Le trouble de la concentration après un James Gray, après la menthe, les verres, l'ambiance, la musique, le string de la serveuse, les amis et les discussions...puis le trouble des pas, de la vue...Le voyage jusqu'à chez-soi. Le maintien de ce que l'on sait être soi, le soi social, le soi commun. L'heure passée à Argenteuil à attendre...
Je n'ai pas été touché par The Immigrant, mais ça n'est pas grave. Des tas de films existent. Il en sort tous les jours. Il en est sorti une infinité avant que je naisse. James Gray garde sa virtuosité, sa mise en scène est magnifique, les ambiances sont géniales, intimistes ; et la cruauté de Bruno, ainsi que celle de sa vie, sont magnifiquement retranscrites, même si Gray garde une distance. Ce plan final ! Dieux ! Ce plan final ! Cotillard est une plaie. Elle ne sait pas jouer en anglais ou en polonais. Ses os rouillent.

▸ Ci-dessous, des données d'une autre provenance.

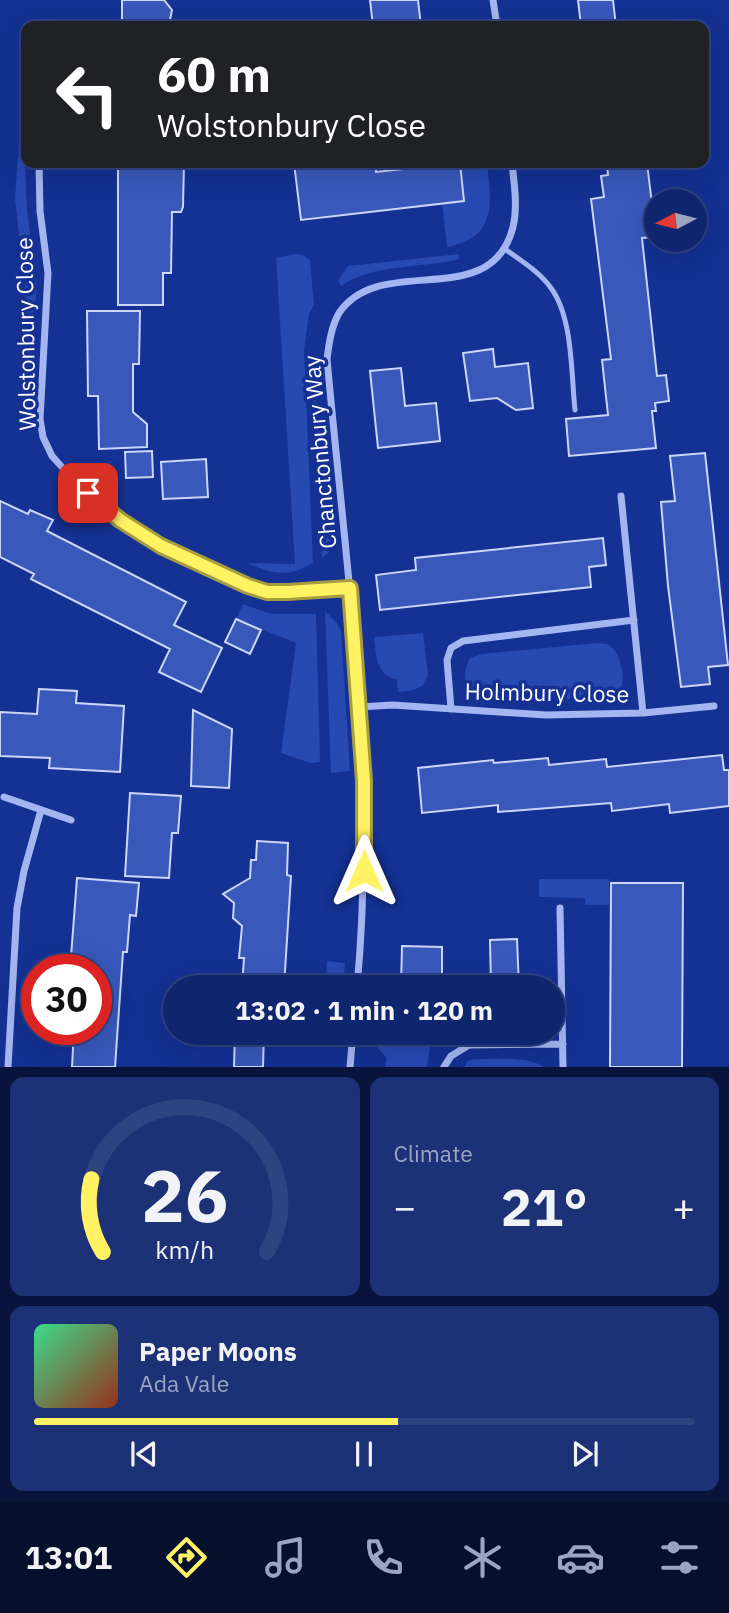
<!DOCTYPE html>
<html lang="en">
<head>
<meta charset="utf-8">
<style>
  :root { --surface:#0f256e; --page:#1d3176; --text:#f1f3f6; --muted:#9ba5c2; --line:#2f4281; --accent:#fff263 }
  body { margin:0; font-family:"IBM Plex Sans",sans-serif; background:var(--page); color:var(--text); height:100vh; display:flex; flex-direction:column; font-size:26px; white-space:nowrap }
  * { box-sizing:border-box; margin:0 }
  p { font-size:23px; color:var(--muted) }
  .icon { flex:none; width:38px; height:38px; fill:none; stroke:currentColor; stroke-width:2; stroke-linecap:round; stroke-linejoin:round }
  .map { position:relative; height:1067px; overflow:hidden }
  .sheet { display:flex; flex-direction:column; gap:10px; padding:10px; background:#08143c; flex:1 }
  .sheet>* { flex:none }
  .banner { position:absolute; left:21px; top:21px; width:688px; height:147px; border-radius:14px; box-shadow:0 7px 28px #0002,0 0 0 2px var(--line); background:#202124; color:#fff; overflow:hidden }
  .needle { width:46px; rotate:263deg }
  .fabs { position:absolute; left:644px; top:189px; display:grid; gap:14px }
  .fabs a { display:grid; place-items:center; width:63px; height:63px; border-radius:50%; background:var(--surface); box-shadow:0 7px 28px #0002,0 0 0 2px var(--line); font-size:35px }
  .speed { position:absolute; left:21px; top:954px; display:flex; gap:14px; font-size:35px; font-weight:700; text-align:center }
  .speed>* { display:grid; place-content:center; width:91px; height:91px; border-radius:50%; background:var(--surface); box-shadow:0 7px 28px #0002,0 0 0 2px var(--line); line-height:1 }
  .speed .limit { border:10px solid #d22; background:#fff; color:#111 }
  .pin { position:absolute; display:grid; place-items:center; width:60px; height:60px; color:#fff; margin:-30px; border-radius:14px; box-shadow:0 4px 10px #0006 }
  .me { position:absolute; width:77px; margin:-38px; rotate:0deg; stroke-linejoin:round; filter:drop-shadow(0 0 5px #0008) }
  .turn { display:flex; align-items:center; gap:24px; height:147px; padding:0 21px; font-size:32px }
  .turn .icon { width:91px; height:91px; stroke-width:2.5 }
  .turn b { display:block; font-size:49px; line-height:60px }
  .big { font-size:52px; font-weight:700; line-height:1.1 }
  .sheet .card { flex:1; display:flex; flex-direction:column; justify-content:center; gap:10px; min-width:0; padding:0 24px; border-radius:14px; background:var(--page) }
  .sheet .dial { align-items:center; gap:0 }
  .dial svg { height:182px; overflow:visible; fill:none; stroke:var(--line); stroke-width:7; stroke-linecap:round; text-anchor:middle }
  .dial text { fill:var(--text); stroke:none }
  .song { display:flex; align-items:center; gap:21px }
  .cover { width:84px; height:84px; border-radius:10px; background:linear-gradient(135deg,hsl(150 70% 55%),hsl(10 70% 35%)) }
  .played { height:7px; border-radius:4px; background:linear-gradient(90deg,var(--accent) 55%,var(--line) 55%) }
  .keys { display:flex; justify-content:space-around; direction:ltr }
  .heat { display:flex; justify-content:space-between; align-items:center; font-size:38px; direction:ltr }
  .sheet .tiles { flex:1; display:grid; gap:10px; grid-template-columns:1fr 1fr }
  .card:last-child { grid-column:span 2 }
  .trip { position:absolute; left:163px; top:975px; width:402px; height:70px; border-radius:35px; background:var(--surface); box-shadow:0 7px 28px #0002,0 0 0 2px var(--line); font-weight:700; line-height:70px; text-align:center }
  .tabs { display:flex; height:112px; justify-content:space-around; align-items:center; background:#060f2c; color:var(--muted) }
  .tabs .icon { width:49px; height:49px }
  .tabs .current { color:var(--accent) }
  .tabs b { font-size:32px; color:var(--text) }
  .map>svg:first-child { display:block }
</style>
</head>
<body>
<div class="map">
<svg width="729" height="1067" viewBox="0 0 729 1067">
  <rect width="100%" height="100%" fill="#143193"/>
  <path fill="#2749b2" d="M 23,24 L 26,29 L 25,165 L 27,210 L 37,288 L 21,410 L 28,315 L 15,198 L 23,89 Z
    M 460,163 L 487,163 C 491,203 498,237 447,247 L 442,203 L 464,201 Z
    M 295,254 L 303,255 L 310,260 L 314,305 L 309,314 L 304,350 L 313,563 C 290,577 272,575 248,563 L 295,564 L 276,258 Z
    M 459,254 L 459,259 C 421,269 374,263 341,286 L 338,281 L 348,266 Z
    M 313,396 L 319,406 L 331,536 L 329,552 L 322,558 Z
    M 243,604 L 271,614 L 316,614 L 320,762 L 311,763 L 281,753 L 296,643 L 236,619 Z
    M 325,611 L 337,623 L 341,631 L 350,771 L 331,773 Z
    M 423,633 L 428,675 L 423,685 L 414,690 L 398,692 L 397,679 C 376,677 376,654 374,637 Z
    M 598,643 C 602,644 606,643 609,645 C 621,652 628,683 618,694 C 612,699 602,699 595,700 L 476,695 C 462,686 463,672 470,658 L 482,654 Z
    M 539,879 L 609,879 L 609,905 L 585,905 L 585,898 L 539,897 Z
    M 327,961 L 345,963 L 343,987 L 326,987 Z
    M 374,1033 L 432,1033 L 427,1067 L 385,1067 L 387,1058 L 376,1046 Z
    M 474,1059 C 492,1059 530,1056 543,1067 L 464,1067 L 468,1061 Z"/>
  <path fill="#3958ba" stroke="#cad6fc" stroke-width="2" d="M 122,0 L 164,0 L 172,10 L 170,20 L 165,26 L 122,26 Z
    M 370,0 L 418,0 L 421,26 L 373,26 Z
    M 578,0 L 613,0 L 616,26 L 581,26 Z
    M 118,163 L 184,163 L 183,207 L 181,212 L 172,212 L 171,273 L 163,273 L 163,305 L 118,305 Z
    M 294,163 L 375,163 L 376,172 L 460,163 L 464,201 L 301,220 Z
    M 607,163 L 647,163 L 656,237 L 642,238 L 657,376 L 666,375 L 669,401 L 655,403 L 656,411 L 652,411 L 656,448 L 569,456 L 566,419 L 608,415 L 602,360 L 611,359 L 591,199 L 604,197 L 601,176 L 608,175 Z
    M 87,311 L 140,311 L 139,364 L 133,364 L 133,412 L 147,424 L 147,447 L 99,449 L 98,396 L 88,396 Z
    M 493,349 L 495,367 L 528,363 L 533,408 L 516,410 L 497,398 L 470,401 L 463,353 Z
    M 401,368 L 405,406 L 436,403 L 440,441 L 378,448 L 370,371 Z
    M 152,451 L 153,477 L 126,478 L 125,452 Z
    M 705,453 L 728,665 L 708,667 L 710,684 L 681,687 L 668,586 L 661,502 L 675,501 L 670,456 Z
    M 206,459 L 208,497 L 163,499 L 161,462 Z
    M 0,501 L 28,514 L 30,510 L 53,520 L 47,531 L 186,602 L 174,625 L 222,648 L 201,692 L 159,672 L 170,649 L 31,579 L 34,574 L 0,557 Z
    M 603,538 L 606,565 L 589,567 L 591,587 L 380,610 L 376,575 L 416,570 L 415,558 Z
    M 236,619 L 261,630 L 250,654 L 225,642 Z
    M 39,689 L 77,691 L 76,703 L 124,706 L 120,772 L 49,768 L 50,758 L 0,756 L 0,712 L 37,714 Z
    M 193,710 L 232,729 L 229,788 L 191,786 Z
    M 722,755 L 724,770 L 729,770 L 729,806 L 670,813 L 669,804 L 612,811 L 611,803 L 498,812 L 498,805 L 422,813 L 418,768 L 493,760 L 494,763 L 548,758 L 549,765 L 606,759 L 607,767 Z
    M 130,793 L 181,796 L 178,833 L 172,833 L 169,878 L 125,876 Z
    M 257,841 L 288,843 L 287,875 L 291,876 L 284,987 L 242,987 L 244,958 L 239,958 L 242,926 L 233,918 L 234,903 L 223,894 L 250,878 L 251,860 L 256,860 Z
    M 77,878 L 139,883 L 136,916 L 130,915 L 127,952 L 123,952 L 115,1067 L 72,1067 L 74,1030 L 96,1031 L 96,970 L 70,970 Z
    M 611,883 L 683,883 L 682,1067 L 610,1067 Z
    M 517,939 L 519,987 L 491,987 L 490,940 Z
    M 402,946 L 442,947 L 442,987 L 401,987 Z
    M 235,1032 L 264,1032 L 263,1067 L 234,1067 Z"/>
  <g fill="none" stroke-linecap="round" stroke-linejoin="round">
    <path stroke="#a3b6f1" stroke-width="5" d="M 505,249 C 521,261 540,272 551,288 C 573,318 571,373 575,410"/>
    <path stroke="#a3b6f1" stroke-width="7" d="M 493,0 L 497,26
      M 39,163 L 40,211 L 48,273 L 40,419 L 43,437 L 52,456 L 71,477 L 120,520 L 161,546 L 248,586 L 267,592 L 350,588
      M 359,707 L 393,705 L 546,715 L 643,713 L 621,496
      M 451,709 L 447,660 L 451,648 L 463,641 L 634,620
      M 643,713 L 714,706
      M 4,797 L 71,820
      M 560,908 L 563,1067
      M 357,987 C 377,777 346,568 327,359 C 329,344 331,327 339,313 C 381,251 491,314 513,227 C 518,206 514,183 512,163
      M 8,1067 L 17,908 L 24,871 L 41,810
      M 350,1067 L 353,1032
      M 444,1067 L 451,1056 L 469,1045 L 563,1044"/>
  </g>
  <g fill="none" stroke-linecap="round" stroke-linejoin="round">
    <defs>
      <path id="route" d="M 88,493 L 120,520 L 161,546 L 248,586 L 267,592 L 287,592 L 350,588 L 364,781 L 364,871"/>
    </defs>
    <use href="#route" stroke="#a69d40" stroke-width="18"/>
    <use href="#route" stroke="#fff263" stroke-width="12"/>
  </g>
  <g text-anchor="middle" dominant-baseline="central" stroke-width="7" stroke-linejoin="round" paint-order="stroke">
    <g font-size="23" fill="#fff" stroke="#143193">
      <text transform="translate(25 334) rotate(-91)">Wolstonbury Close</text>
      <text transform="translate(319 452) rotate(-95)">Chanctonbury Way</text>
      <text transform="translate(547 692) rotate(1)">Holmbury Close</text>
    </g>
  </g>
</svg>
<div class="fabs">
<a><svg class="needle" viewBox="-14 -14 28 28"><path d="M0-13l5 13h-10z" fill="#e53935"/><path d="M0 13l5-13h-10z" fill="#9ba5c2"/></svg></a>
</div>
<div class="speed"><div class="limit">30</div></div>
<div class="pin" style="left:88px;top:493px;background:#d93025"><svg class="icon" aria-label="arrive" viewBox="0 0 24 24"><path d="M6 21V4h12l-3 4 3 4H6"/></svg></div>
<svg class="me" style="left:364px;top:871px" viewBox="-20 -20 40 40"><path d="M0-17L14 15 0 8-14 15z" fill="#fff263" stroke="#fff" stroke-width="4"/></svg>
<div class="trip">13:02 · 1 min · 120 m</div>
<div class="banner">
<div class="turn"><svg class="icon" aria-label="left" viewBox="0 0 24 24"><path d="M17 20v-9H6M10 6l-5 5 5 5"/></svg><div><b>60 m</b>Wolstonbury Close</div></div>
</div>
</div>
<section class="sheet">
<div class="tiles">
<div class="card dial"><svg viewBox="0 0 100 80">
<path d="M14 69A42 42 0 1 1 86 69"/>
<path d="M14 69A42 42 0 0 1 9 37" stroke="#fff263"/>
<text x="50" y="56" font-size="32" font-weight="700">26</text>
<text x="50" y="72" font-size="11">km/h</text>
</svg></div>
<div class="card"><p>Climate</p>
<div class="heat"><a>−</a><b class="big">21°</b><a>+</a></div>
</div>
<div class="card">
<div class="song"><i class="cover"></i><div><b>Paper Moons</b><p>Ada Vale</p></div></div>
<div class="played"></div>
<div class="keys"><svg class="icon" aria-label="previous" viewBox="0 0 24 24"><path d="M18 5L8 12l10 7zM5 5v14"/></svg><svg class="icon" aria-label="pause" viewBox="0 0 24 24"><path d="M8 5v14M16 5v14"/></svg><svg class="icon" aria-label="next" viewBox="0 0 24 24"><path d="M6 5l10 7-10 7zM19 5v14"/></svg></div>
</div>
</div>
</section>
<nav class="tabs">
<b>13:01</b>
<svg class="icon current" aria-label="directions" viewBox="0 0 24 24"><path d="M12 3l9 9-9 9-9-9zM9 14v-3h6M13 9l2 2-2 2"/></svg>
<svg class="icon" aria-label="music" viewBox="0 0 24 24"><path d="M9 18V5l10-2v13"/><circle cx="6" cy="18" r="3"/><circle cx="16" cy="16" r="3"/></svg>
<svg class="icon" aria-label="phone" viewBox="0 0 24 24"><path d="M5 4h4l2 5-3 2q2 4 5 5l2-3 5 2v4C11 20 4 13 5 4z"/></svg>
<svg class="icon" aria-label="climate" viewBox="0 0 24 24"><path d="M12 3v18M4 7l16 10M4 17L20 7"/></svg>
<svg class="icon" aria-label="car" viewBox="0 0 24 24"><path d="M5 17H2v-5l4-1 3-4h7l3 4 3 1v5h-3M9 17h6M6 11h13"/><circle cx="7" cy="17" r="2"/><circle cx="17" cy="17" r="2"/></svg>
<svg class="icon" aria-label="filters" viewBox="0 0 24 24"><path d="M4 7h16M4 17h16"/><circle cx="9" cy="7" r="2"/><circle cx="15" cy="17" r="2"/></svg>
</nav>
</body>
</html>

Bref. Ce soir, en ce novembre, autre novembre, qui n'eut pas lieu dans la salle 16 cette fois-ci, mais juste en dessous, autour d'une table, est une grande première fois...Une nouvelle sensation...Non pas tout à fait une maladie, mais une ivresse, légère...Je n'ai pas un contrôle absolu de moi-même, ce contrôle que j'ai, en général, et que je déteste, qui m'empêche d'être...à force d'être dans la retenu on n'est plus grand chose....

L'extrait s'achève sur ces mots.